— PROMPT —
When the string "sizing" occurs in a line of the records, show that line.
******
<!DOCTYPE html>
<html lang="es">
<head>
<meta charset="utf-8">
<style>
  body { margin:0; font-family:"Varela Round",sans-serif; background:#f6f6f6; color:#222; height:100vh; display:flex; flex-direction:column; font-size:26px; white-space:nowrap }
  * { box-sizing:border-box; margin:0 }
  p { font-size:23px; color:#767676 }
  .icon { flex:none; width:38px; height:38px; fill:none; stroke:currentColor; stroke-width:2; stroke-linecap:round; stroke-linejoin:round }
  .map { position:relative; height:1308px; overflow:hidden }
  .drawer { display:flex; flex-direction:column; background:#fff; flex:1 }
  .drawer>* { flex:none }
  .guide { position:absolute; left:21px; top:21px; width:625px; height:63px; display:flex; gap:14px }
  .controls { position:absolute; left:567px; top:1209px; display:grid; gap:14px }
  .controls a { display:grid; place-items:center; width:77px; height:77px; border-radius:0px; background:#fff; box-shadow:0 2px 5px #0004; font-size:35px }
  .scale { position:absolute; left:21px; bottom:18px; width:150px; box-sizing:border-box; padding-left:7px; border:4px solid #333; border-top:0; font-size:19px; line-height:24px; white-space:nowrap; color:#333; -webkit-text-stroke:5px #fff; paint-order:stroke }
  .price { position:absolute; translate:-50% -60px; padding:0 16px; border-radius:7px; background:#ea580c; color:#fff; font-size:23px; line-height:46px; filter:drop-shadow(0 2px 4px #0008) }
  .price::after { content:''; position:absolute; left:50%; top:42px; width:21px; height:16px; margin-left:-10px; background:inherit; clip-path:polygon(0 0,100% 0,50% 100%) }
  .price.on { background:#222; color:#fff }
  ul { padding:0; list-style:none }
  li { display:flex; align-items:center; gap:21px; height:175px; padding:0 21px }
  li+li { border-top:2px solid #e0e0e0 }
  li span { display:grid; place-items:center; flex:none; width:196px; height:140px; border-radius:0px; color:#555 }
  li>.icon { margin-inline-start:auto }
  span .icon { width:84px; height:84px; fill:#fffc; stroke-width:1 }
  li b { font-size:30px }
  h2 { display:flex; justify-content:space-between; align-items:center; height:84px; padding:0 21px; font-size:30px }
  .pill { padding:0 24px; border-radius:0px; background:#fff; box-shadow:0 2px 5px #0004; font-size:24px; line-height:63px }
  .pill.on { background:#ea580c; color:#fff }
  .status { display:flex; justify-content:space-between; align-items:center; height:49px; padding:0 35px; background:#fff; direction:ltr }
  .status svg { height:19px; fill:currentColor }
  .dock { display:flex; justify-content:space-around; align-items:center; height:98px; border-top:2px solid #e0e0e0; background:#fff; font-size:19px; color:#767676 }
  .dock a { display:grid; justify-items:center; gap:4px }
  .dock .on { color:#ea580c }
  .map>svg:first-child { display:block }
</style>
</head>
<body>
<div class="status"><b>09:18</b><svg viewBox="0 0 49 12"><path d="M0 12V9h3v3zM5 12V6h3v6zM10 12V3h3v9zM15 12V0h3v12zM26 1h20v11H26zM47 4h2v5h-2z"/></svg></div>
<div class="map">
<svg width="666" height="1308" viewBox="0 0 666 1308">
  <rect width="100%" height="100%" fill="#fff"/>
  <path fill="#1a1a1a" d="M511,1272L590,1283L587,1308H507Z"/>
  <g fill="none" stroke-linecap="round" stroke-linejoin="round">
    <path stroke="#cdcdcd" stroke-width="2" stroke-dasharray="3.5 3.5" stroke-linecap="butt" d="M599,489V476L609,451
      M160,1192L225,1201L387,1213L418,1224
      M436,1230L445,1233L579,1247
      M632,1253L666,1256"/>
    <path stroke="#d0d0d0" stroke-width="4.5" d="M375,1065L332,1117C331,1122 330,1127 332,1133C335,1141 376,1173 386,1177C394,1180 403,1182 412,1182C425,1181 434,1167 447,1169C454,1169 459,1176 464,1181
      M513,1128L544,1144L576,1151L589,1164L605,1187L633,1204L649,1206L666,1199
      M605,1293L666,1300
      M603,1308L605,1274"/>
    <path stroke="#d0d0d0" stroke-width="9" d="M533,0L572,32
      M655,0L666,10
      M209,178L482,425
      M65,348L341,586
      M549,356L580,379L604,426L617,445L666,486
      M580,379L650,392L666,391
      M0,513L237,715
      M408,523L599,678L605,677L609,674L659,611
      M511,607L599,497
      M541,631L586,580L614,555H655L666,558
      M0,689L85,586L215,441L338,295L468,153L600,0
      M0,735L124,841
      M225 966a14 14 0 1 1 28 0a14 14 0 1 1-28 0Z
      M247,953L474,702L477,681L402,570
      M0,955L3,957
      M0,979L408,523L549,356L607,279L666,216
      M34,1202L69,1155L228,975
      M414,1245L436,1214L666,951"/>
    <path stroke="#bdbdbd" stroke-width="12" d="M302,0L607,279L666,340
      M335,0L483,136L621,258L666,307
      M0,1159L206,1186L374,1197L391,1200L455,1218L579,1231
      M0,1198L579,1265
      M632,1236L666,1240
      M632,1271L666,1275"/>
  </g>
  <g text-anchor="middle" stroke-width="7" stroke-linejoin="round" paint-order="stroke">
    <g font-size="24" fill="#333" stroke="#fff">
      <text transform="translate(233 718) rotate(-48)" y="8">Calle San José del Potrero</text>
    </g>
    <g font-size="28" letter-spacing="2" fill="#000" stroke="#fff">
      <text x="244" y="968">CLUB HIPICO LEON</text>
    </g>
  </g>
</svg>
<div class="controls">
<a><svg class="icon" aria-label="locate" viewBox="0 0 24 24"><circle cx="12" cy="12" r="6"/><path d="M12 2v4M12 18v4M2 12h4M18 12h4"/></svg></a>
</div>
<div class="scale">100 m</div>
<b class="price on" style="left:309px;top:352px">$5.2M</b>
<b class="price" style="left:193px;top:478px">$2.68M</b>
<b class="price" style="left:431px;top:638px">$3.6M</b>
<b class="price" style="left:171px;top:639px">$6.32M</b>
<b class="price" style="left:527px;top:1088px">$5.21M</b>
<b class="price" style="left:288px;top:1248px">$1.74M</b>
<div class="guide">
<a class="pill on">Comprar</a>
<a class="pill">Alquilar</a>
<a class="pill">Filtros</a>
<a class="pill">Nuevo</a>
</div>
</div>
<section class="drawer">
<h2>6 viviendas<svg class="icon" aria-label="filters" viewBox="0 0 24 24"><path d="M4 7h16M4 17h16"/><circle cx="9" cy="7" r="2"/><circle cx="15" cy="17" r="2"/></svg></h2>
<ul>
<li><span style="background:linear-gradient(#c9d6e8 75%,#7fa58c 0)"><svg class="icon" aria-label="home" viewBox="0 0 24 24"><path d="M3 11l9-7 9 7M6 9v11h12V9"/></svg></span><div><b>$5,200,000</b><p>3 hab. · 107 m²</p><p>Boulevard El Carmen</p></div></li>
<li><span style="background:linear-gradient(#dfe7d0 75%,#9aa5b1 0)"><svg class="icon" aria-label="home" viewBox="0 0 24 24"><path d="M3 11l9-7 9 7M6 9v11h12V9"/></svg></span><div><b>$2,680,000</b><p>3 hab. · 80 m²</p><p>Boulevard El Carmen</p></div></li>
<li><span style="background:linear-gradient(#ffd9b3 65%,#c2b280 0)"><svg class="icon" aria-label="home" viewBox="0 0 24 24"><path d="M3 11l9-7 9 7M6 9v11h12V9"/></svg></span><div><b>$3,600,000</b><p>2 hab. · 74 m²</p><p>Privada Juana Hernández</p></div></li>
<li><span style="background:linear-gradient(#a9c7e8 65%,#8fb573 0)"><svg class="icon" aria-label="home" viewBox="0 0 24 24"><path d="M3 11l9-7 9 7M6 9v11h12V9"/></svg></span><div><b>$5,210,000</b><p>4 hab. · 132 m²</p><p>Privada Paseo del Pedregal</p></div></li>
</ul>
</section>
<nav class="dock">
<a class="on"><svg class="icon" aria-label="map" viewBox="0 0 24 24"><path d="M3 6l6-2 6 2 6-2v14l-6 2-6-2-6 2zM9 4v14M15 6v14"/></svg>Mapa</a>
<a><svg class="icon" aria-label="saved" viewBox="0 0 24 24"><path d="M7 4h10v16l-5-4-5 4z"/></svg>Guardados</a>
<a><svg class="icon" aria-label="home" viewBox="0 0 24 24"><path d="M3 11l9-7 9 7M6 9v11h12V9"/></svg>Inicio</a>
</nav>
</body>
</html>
******
— RESULT FOR THIS EXERCISE —
  * { box-sizing:border-box; margin:0 }
  .scale { position:absolute; left:21px; bottom:18px; width:150px; box-sizing:border-box; padding-left:7px; border:4px solid #333; border-top:0; font-size:19px; line-height:24px; white-space:nowrap; color:#333; -webkit-text-stroke:5px #fff; paint-order:stroke }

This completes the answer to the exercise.